Currently Doyle Tripp is afraid of deer. There are a lot of them here in Arkansas. Around a month ago, I think it was, I read in the paper about a man from Hampton in the southern part of the state who hit a deer with his Silverado, rolled it—the Silverado—and wound up as dead as he’d ever be. My guess is Doyle saw the same article because right after it came out he shows up with a deer whistle on his pickup.
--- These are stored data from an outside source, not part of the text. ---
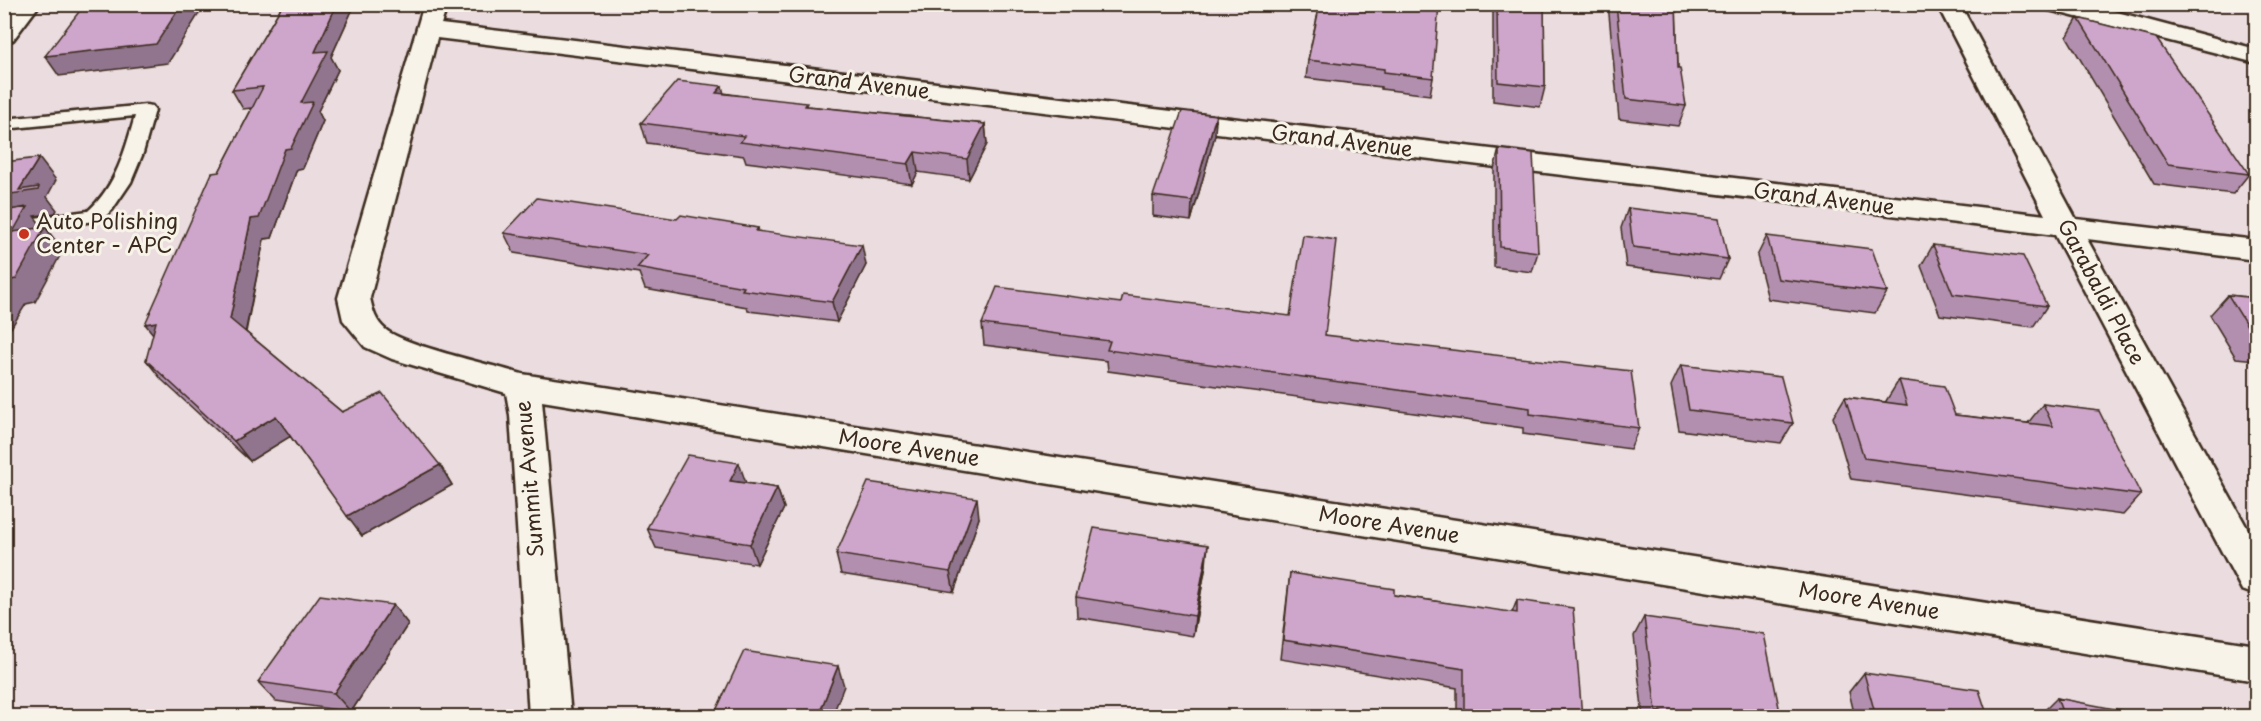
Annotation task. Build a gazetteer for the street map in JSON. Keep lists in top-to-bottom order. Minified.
{"streets":{"street":["Grand Avenue","Garabaldi Place","Moore Avenue","Summit Avenue"]},"crossings":[["Grand Avenue","Garabaldi Place"],["Grand Avenue","Summit Avenue"],["Moore Avenue","Summit Avenue"]],"places":["Auto Polishing Center - APC"]}
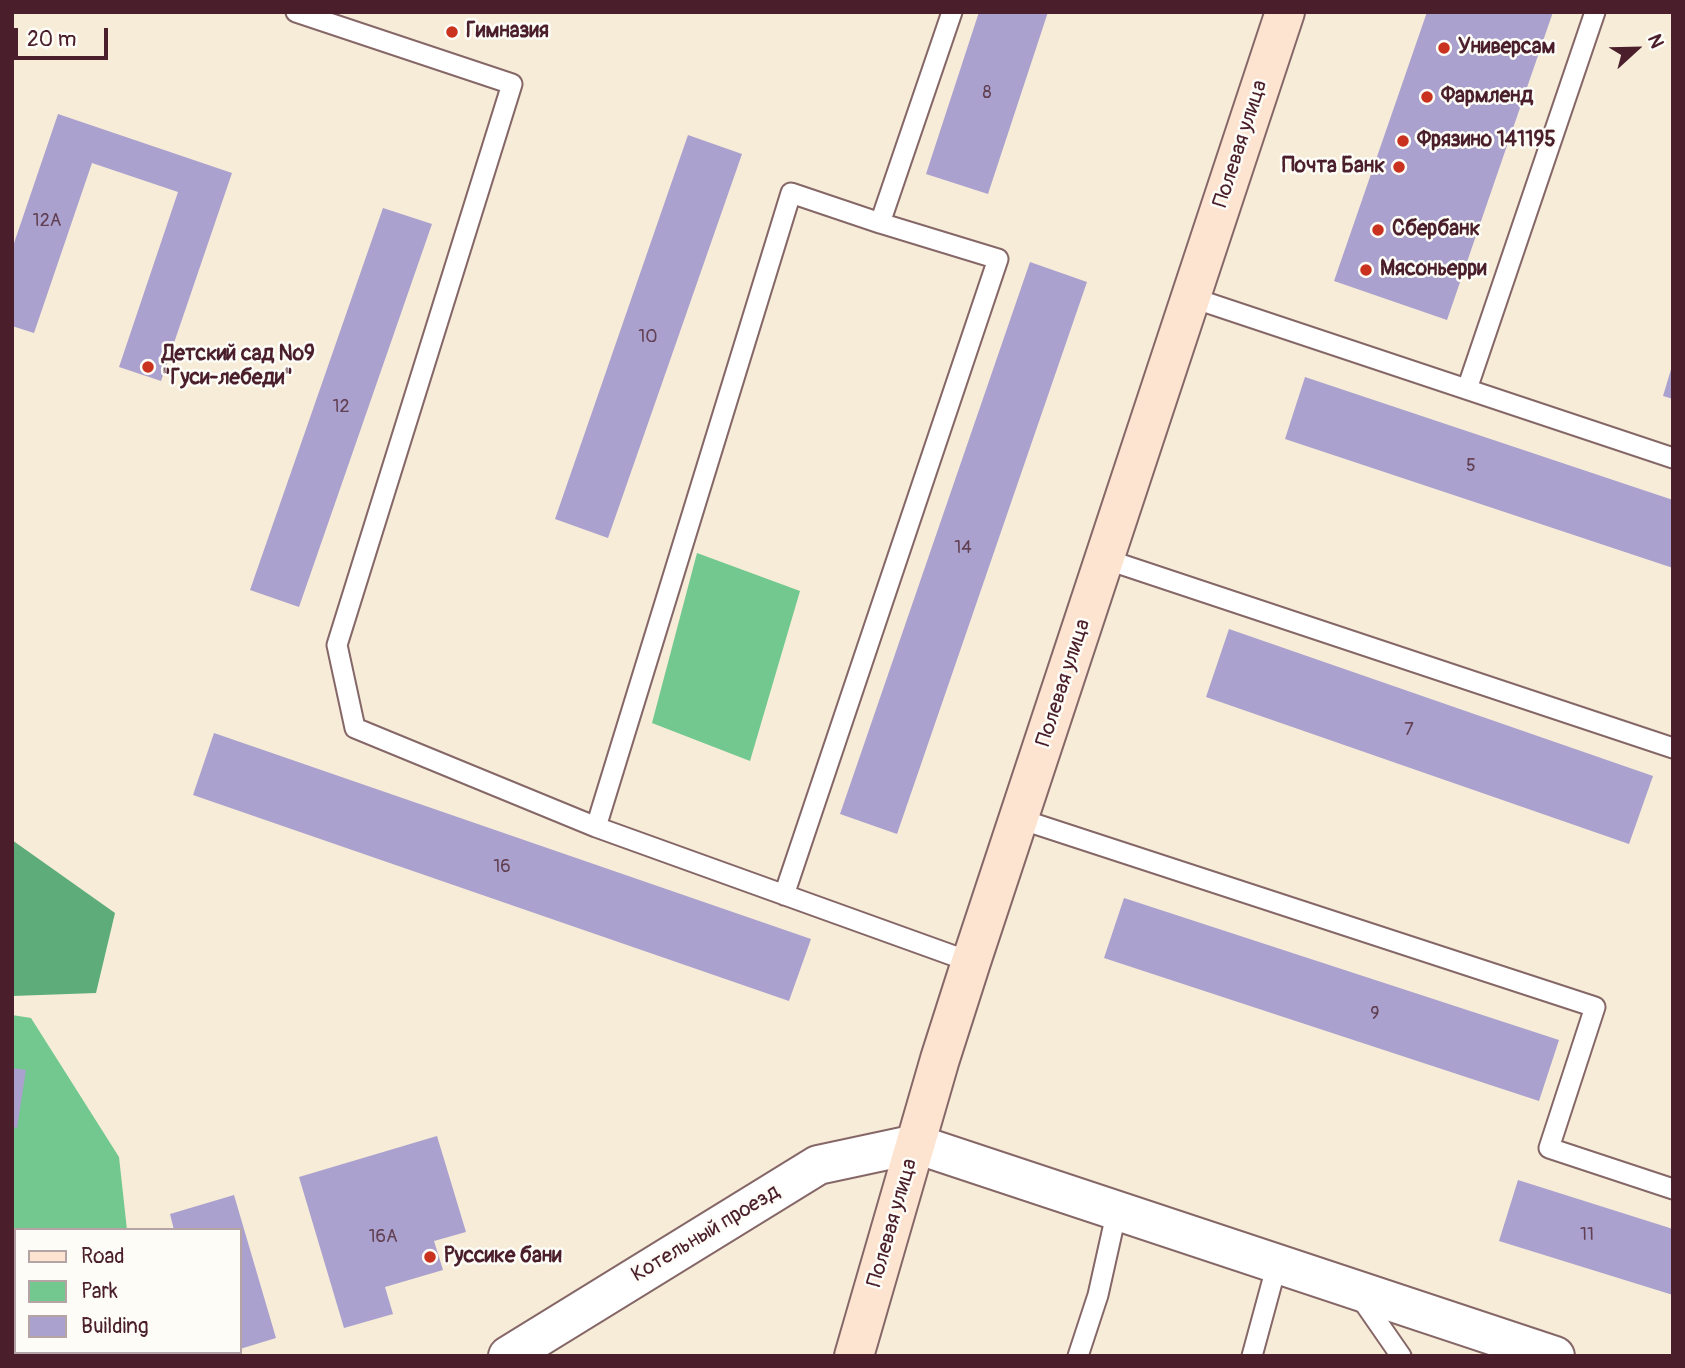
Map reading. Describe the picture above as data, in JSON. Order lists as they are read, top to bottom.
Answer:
{
  "streets": {
    "street": ["Полевая улица", "Котельный проезд"]
  },
  "crossings": [
    ["Полевая улица", "Котельный проезд"]
  ],
  "places": [
    "Гимназия",
    "Универсам",
    "Фармленд",
    "Фрязино 141195",
    "Почта Банк",
    "Сбербанк",
    "Мясоньерри",
    "Детский сад №9 \"Гуси-лебеди\"",
    "Руссике бани"
  ],
  "house_numbers": [
    "8",
    "12А",
    "10",
    "12",
    "5",
    "14",
    "7",
    "16",
    "9",
    "11",
    "16А"
  ],
  "legend": ["Road", "Park", "Building"],
  "scale_bar": "20 m",
  "north": "right"
}
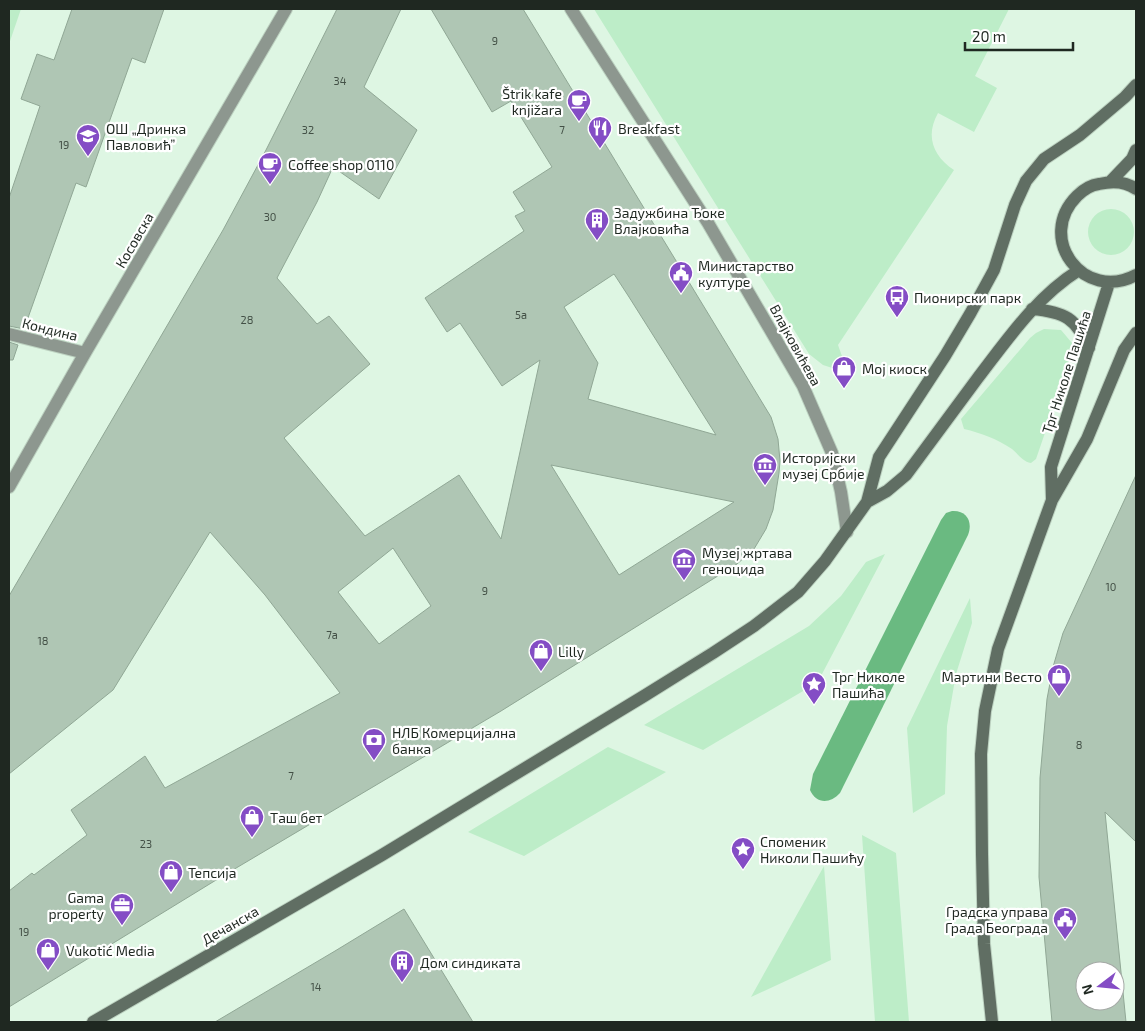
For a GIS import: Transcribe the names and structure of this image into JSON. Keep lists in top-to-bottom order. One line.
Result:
{"streets":{"main road":["Трг Николе Пашића","Дечанска"],"street":["Косовска","Кондина","Влајковићева"]},"crossings":[["Косовска","Кондина"],["Влајковићева","Дечанска"]],"places":{"cafe":["Štrik kafe knjižara","Coffee shop 0110"],"restaurant":["Breakfast"],"school or university":["ОШ „Дринка Павловић”"],"building":["Задужбина Ђоке Влајковића","Дом синдиката"],"public building":["Министарство културе","Градска управа Града Београда"],"bus stop":["Пионирски парк"],"shop":["Мој киоск","Lilly","Мартини Весто","Таш бет","Тепсија","Vukotić Media"],"museum":["Историјски музеј Србије","Музеј жртава геноцида"],"place":["Трг Николе Пашића","Споменик Николи Пашићу"],"bank":["НЛБ Комерцијална банка"],"office":["Gama property"]},"house_numbers":["9","34","32","7","19","30","5a","28","10","9","7a","18","8","7","23","19","14"],"scale_bar":"20 m","north":"left"}
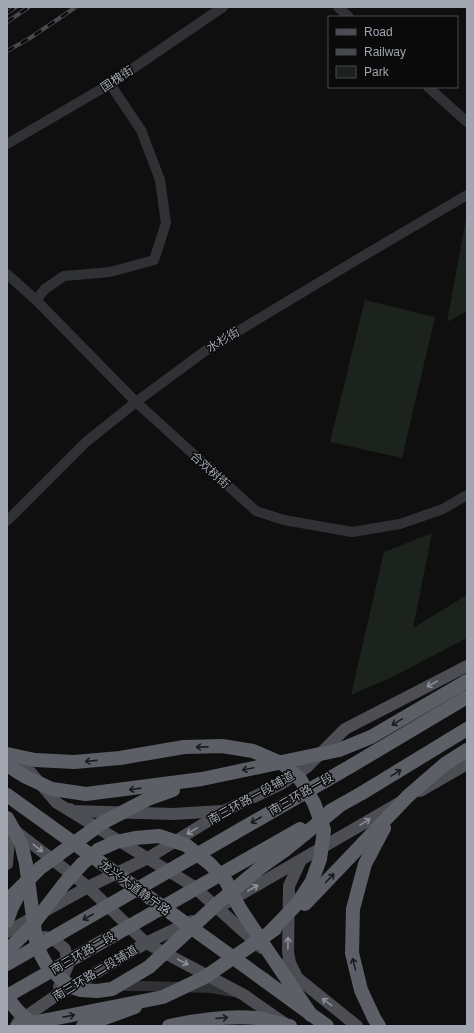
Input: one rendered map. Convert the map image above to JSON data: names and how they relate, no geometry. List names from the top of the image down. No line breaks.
{"streets":{"highway":["南三环路一段","龙兴大道静宁路","南三环路二段"],"main road":["南三环路一段辅道","南三环路二段辅道"],"street":["国槐街","水杉街","合欢树街"]},"crossings":[["水杉街","合欢树街"]],"legend":["Road","Railway","Park"]}
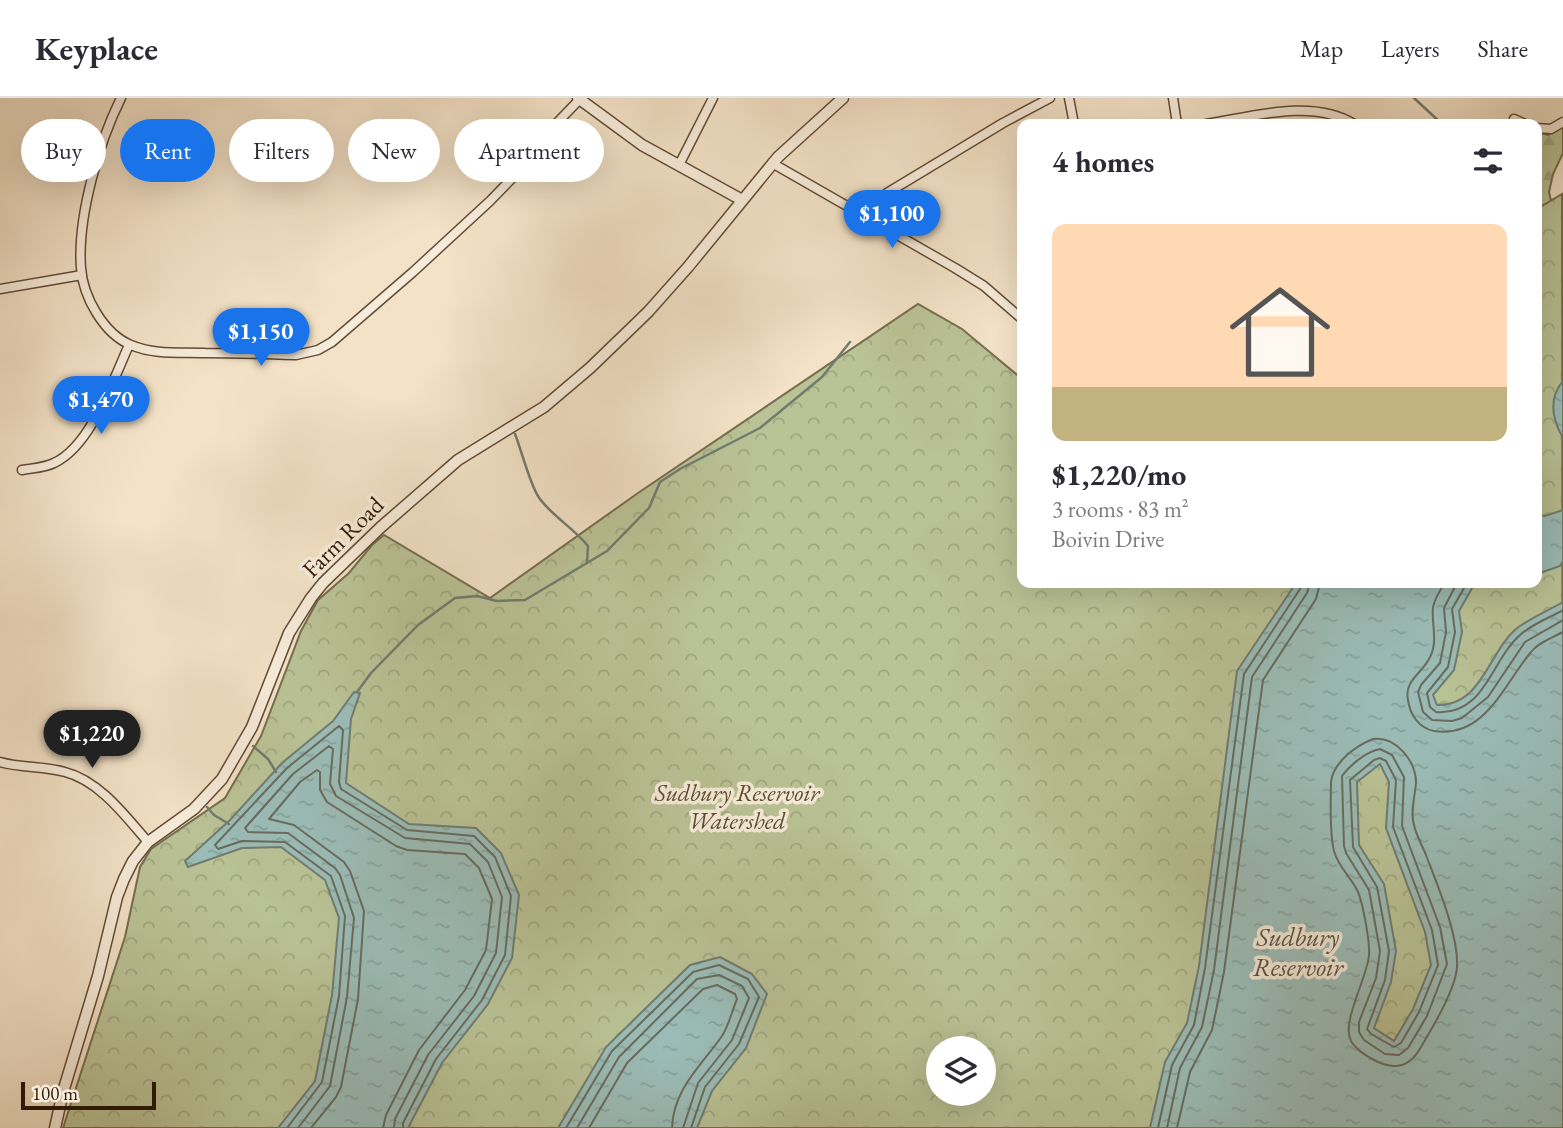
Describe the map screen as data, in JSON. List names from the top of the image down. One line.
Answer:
{"streets":{"street":["Farm Road"]},"water":["Sudbury Reservoir"],"parks":["Sudbury Reservoir Watershed"],"scale_bar":"100 m","page":{"header":"Keyplace","nav":["Map","Layers","Share"],"chip":["Buy","Rent","Filters","New","Apartment"],"heading":"4 homes","price":["$1,100","$1,150","$1,470","$1,220"],"list":[{"name":"$1,220/mo","note":"3 rooms · 83 m² · Boivin Drive"}],"scale":"100 m"}}
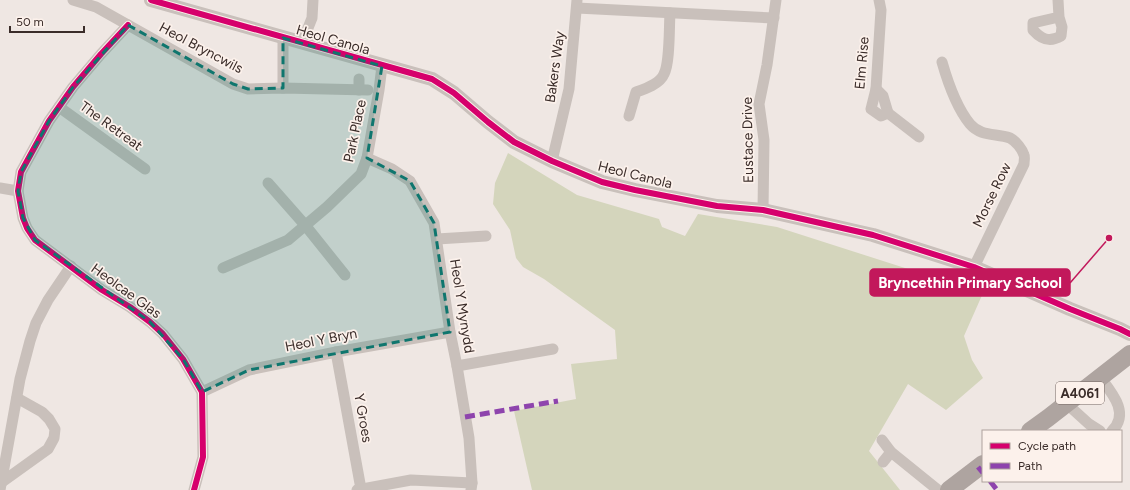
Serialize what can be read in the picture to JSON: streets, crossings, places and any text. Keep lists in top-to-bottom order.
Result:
{
  "streets": {
    "main road": ["A4061"],
    "street": [
      "Heol Canola",
      "Heol Bryncwils",
      "Elm Rise",
      "Bakers Way",
      "The Retreat",
      "Park Place",
      "Eustace Drive",
      "Morse Row",
      "Heolcae Glas",
      "Heol Y Mynydd",
      "Heol Y Bryn",
      "Y Groes"
    ]
  },
  "crossings": [
    ["Heol Canola", "Bakers Way"],
    ["Heol Canola", "Park Place"],
    ["Heol Canola", "Eustace Drive"],
    ["Heol Canola", "Morse Row"],
    ["Park Place", "Heol Y Mynydd"],
    ["Heolcae Glas", "Heol Y Bryn"],
    ["Heol Y Mynydd", "Heol Y Bryn"],
    ["Heol Y Bryn", "Y Groes"]
  ],
  "places": ["Bryncethin Primary School"],
  "legend": ["Cycle path", "Path"],
  "scale_bar": "50 m"
}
“They can hear that baby from a mile away. It’s like a snow plow, only it clears the road of deer,” he explained to me.
“I know what it does, Doyle,” I said, “but I swear it drives me right up the damn wall every time I hear that damn screeching.”
“Aw, Clayton, come on. You only hear it when I’m coming or going.”
How do you reason with a man who says something like that? He wasn’t being smart-alecky, either. Doyle isn’t that type. He’s a nice guy, a good neighbor. This was the first thing I’d complained about, in fact, in the three years I’d lived just down from him out here on Left Fork Road. He was apologetic as can be, but he still hasn’t taken that damn deer whistle off his pickup.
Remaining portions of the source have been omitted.